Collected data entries
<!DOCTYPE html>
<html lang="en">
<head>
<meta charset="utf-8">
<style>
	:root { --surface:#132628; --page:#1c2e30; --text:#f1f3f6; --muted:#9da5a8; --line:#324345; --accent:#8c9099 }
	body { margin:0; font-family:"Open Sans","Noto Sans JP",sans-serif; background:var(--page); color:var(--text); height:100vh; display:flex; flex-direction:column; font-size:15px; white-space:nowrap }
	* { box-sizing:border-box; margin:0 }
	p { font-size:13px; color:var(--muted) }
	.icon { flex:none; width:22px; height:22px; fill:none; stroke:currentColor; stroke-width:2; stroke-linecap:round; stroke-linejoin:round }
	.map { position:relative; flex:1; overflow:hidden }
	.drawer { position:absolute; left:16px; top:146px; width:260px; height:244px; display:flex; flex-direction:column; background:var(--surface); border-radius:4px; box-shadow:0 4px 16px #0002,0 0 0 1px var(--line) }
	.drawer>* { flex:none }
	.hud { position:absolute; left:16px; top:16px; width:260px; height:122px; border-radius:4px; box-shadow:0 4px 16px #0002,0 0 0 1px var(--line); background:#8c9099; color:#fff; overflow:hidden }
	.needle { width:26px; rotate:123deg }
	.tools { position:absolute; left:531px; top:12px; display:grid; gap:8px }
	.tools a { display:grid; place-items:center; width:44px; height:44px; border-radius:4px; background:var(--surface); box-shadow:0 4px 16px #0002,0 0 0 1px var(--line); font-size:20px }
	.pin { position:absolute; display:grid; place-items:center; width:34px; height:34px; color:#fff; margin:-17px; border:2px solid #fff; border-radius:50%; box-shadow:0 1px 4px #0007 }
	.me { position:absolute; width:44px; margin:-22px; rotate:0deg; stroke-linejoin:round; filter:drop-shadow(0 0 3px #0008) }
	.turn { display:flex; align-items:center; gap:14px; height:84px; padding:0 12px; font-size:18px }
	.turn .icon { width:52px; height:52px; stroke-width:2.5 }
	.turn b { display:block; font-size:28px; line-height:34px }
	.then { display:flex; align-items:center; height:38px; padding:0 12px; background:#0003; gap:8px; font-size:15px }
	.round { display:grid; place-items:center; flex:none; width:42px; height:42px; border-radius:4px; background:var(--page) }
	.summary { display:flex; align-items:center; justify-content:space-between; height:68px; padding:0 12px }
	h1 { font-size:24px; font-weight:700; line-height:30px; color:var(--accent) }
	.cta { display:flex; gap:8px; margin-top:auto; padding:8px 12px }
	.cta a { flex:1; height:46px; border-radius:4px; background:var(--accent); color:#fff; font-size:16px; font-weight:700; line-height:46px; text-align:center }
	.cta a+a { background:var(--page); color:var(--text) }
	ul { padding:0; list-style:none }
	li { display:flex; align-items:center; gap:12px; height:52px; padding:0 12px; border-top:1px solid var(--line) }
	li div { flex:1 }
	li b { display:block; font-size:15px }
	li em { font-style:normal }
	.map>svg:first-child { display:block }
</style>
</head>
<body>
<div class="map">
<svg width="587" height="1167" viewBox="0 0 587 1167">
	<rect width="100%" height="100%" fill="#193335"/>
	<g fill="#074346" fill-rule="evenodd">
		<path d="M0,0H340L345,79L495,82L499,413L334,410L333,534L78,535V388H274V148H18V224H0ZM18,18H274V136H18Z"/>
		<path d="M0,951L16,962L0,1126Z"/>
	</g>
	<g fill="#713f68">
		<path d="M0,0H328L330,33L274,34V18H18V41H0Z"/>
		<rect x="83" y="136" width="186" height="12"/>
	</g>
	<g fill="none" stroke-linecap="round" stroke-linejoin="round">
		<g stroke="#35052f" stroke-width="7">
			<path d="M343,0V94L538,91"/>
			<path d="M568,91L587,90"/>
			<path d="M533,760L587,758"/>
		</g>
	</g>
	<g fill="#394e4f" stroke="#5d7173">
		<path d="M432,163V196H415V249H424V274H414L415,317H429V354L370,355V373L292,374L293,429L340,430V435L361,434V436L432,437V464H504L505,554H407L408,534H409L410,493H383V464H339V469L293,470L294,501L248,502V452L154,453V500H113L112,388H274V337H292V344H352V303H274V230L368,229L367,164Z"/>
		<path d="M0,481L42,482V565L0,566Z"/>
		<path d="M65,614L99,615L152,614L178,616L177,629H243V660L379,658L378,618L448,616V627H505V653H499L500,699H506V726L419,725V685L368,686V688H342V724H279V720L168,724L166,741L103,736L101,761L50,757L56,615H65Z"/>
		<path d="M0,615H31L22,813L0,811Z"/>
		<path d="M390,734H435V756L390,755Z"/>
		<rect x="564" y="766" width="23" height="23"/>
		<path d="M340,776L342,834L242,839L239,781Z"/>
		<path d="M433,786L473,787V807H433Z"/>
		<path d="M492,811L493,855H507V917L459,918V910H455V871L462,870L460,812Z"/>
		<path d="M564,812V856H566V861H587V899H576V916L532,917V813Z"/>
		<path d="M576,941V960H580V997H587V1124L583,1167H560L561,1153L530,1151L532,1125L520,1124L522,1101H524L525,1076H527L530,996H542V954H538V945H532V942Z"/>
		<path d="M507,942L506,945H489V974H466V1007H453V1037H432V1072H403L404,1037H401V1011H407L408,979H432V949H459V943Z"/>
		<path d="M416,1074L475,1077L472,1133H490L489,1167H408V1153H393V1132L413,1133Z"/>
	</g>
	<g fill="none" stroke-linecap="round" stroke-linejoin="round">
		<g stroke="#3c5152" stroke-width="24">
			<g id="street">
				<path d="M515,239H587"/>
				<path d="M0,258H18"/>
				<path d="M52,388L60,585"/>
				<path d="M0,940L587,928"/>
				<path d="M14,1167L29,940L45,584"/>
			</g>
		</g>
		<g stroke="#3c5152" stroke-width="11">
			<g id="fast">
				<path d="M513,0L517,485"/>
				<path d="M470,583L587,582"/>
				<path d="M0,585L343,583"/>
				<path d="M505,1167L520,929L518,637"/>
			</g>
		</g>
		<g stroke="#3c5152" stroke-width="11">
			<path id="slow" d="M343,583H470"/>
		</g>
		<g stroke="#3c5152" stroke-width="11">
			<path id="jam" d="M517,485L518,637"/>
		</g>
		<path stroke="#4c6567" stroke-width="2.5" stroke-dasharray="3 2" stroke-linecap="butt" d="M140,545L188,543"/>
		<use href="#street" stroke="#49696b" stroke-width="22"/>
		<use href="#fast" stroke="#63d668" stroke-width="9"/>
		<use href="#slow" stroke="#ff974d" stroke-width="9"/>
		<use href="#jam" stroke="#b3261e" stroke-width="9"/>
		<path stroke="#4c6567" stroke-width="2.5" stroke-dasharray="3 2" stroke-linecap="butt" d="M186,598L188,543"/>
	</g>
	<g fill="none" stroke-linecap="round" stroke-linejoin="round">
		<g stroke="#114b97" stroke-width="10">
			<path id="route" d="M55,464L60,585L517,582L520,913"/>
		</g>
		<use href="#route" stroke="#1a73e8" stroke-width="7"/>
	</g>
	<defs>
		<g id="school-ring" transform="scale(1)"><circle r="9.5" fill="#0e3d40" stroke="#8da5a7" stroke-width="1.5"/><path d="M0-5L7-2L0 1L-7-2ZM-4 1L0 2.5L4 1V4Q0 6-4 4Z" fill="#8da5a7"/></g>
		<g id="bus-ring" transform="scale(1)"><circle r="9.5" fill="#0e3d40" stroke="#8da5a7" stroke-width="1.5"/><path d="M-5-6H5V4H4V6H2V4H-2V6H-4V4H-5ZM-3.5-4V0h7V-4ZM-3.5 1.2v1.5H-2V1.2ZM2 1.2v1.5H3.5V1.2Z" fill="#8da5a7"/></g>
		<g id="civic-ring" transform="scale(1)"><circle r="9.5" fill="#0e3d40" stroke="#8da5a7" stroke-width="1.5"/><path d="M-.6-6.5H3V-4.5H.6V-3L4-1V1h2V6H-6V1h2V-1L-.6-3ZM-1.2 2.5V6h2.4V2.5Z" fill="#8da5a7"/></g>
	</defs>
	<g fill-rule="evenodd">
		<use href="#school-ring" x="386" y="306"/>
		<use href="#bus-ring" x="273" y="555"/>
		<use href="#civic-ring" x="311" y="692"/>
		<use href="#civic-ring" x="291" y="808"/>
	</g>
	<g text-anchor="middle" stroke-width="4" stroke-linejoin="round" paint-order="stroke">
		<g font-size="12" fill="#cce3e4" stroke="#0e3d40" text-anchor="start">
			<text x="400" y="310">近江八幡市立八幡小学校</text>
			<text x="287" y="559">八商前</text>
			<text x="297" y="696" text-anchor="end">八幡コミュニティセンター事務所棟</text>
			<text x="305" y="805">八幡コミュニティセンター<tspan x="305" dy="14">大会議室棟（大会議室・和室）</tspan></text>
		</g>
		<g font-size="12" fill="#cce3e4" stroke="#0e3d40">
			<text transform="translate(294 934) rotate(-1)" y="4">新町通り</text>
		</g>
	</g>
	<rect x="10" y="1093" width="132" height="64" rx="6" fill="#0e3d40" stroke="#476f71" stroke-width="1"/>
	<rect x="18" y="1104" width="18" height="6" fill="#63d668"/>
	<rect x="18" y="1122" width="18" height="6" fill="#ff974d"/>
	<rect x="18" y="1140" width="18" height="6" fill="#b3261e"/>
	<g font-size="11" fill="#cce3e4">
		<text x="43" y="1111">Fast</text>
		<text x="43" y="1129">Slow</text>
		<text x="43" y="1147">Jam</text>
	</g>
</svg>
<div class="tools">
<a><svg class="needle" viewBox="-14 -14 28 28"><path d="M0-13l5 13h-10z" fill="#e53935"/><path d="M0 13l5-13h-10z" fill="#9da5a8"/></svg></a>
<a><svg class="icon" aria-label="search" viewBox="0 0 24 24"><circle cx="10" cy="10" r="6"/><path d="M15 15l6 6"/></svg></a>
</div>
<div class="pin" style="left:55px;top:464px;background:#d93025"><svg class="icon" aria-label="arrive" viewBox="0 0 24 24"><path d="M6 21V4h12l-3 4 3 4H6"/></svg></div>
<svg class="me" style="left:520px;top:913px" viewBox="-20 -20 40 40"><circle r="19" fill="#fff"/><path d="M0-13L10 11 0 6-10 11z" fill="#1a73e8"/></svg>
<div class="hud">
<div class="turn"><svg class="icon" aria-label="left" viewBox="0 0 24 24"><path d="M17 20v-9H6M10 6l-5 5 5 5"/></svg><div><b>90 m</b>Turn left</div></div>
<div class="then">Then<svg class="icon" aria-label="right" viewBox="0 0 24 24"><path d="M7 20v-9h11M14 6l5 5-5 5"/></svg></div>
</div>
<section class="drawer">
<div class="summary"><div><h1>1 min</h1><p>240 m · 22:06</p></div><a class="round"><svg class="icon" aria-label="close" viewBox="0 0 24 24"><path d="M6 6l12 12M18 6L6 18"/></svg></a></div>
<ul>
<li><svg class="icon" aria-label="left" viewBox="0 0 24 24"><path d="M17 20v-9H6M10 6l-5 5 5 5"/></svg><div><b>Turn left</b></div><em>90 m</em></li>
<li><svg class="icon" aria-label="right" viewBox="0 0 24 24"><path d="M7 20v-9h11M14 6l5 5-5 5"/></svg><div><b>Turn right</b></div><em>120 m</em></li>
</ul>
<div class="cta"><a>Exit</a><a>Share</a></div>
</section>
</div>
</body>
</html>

The task
One number only, please: the count of lines in the data that hold the word "solid".

Exercise response
2